| TASK OBJECTIVE |
Sort through the material below and copy each line with "color".
---------- THE DATA ----------
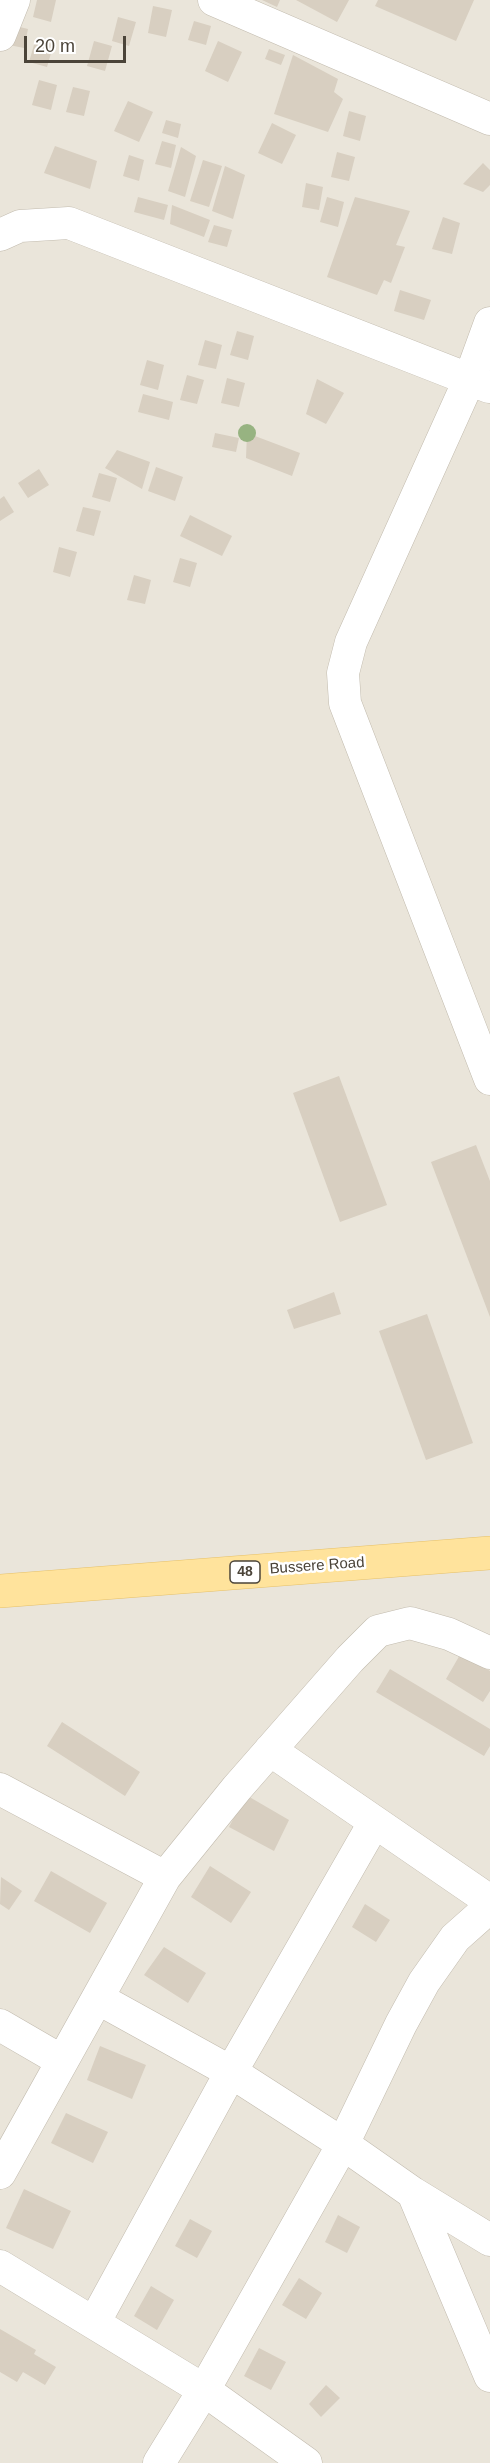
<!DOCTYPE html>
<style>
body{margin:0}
#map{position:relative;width:490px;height:2463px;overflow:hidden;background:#f6f3ec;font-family:Arial,sans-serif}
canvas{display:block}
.scale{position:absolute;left:24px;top:36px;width:102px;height:27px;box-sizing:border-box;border:3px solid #4b4439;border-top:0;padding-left:8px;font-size:18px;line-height:21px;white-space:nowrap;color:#4b4439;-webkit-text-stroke:4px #fff;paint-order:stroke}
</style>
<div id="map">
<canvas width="490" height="2463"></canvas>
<div class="scale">20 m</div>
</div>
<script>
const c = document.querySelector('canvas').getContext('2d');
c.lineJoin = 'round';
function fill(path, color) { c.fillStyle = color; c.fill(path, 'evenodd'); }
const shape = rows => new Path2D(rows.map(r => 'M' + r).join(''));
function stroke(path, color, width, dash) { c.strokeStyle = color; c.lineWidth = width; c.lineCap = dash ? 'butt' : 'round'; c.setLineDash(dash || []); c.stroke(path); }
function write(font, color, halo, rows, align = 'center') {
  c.font = font + ' Arial,sans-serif'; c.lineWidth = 5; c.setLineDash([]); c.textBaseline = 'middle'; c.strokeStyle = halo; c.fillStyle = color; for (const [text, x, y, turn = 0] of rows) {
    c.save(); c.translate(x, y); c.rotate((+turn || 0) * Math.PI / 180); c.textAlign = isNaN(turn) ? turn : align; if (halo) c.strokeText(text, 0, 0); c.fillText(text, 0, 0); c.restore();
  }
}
const residential = shape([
 [0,0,490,0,490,2463,0,2463]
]);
const building = shape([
 [37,0,56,0,51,22,33,17],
 [262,0,280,0,277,7],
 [296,0,349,0,337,22],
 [378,0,474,0,456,41,375,6],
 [153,6,172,10,166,37,148,33],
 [118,17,136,22,129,46,112,41],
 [194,21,211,26,206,45,188,40],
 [8,24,28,29,24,48,4,44],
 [36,38,54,43,47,67,29,62],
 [94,41,112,46,105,71,87,66],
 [218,41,242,52,228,82,205,71],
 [269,49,285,55,281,65,265,59],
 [293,55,338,79,334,92,343,99,328,132,274,114],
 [39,80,57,85,51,110,32,105],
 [73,87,90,91,84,116,66,112],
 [128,101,153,112,139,142,114,131],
 [349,111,366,116,360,141,343,136],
 [166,120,181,124,178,138,162,133],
 [272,123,296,135,282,164,258,153],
 [162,141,176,145,171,168,155,164],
 [55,146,97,161,90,189,44,173],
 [181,147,196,156,185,197,168,191],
 [337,152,355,157,349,181,331,177],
 [129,155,144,160,139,181,123,176],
 [203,160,222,166,209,207,190,201],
 [483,163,490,170,490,185,483,192,463,184],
 [225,166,245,175,233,219,212,211],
 [306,183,323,187,319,210,302,207],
 [138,197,168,205,164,220,134,212],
 [327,197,344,202,338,227,320,222],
 [355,197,410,211,396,245,405,247,391,283,384,280,377,295,327,277],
 [172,205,210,220,204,237,170,224],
 [443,217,460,223,452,254,432,249],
 [214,225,232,230,227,247,208,242],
 [400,290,431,300,424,320,394,311],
 [237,331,254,336,248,360,230,355],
 [205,340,222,345,216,369,198,365],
 [147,360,164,365,158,390,140,385],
 [187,375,204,380,197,404,180,400],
 [227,378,245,383,239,407,221,403],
 [317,379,344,393,326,424,306,414],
 [143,394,173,402,169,420,138,412],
 [215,433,239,438,236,452,212,447],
 [247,433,300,453,292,476,246,458],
 [117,450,150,462,142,489,105,468],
 [156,467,183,477,175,501,148,491],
 [39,469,49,485,28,498,18,483],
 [99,473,117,478,110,502,92,497],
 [4,496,14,512,0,521,0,499],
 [83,507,101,511,94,536,76,531],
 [190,515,232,536,222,556,180,536],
 [59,547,77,552,70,577,53,572],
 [180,558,197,563,190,587,173,582],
 [134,575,151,580,145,604,127,600],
 [339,1076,387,1205,340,1222,293,1093],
 [476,1145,490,1181,490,1317,431,1162],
 [334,1292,341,1314,294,1329,287,1310],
 [427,1314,473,1443,426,1460,379,1331],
 [461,1653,490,1671,490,1691,483,1702,446,1679],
 [390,1669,490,1729,490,1746,484,1756,376,1692],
 [62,1722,140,1772,125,1796,47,1746],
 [246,1795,289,1820,274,1851,229,1827],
 [210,1866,251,1892,231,1923,191,1897],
 [51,1871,107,1903,90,1933,34,1901],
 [1,1877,22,1891,9,1910,0,1904],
 [365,1904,390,1920,376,1942,352,1927],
 [164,1947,206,1973,188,2003,144,1975],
 [100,2046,146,2065,132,2099,87,2080],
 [66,2113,108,2132,93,2163,51,2143],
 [24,2189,71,2211,53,2249,6,2228],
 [338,2215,360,2227,347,2253,325,2242],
 [190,2219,212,2231,197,2258,175,2246],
 [299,2278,322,2293,306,2319,282,2305],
 [151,2286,174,2300,157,2330,134,2316],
 [0,2329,36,2350,34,2354,56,2367,45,2385,23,2372,17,2382,0,2372],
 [259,2348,286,2362,271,2390,244,2376],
 [326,2385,340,2398,321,2417,309,2404]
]);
const street = shape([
 [214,0,490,119],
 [0,35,14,0],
 [0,235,20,226,69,223,489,387],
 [490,323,470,378,351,642,343,673,345,703,490,1079],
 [270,1750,490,1901],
 [0,1789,165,1877],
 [99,1999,231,2072,343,2144,413,2193,490,2240],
 [0,2025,62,2061],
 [0,2173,165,1877,237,1788,350,1659,378,1631,410,1623,449,1634,490,1653],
 [413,2193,490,2376],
 [0,2266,204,2390,306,2463],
 [94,2323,231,2072,374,1823],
 [159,2463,204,2390,343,2144,401,2024,424,1982,455,1938,490,1907]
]);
const primary = shape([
 [0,1591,490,1553]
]);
const trees = [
 [247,433]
];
const shields = [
 [245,1572,30]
];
const shieldNames = [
 ["48",245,1572]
];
const streetNames = [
 ["Bussere Road",317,1566,-4]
];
fill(residential, '#eae5da');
fill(building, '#d8cfc1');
stroke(street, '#c2bbae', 33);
stroke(primary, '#e6c16a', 34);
stroke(street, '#fff', 32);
stroke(primary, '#ffe39c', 33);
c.fillStyle = '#97b381';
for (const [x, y] of trees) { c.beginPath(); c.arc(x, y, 9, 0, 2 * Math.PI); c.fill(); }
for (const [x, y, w] of shields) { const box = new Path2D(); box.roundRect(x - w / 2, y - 11, w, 22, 4.5); c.fillStyle = '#fff'; c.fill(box); stroke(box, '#4b4439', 1.5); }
write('bold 14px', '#4b4439', null, shieldNames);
write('15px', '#4b4439', '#fff', streetNames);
</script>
----------
| TASK RESULT |
.scale{position:absolute;left:24px;top:36px;width:102px;height:27px;box-sizing:border-box;border:3px solid #4b4439;border-top:0;padding-left:8px;font-size:18px;line-height:21px;white-space:nowrap;color:#4b4439;-webkit-text-stroke:4px #fff;paint-order:stroke}
function fill(path, color) { c.fillStyle = color; c.fill(path, 'evenodd'); }
function stroke(path, color, width, dash) { c.strokeStyle = color; c.lineWidth = width; c.lineCap = dash ? 'butt' : 'round'; c.setLineDash(dash || []); c.stroke(path); }
function write(font, color, halo, rows, align = 'center') {
  c.font = font + ' Arial,sans-serif'; c.lineWidth = 5; c.setLineDash([]); c.textBaseline = 'middle'; c.strokeStyle = halo; c.fillStyle = color; for (const [text, x, y, turn = 0] of rows) {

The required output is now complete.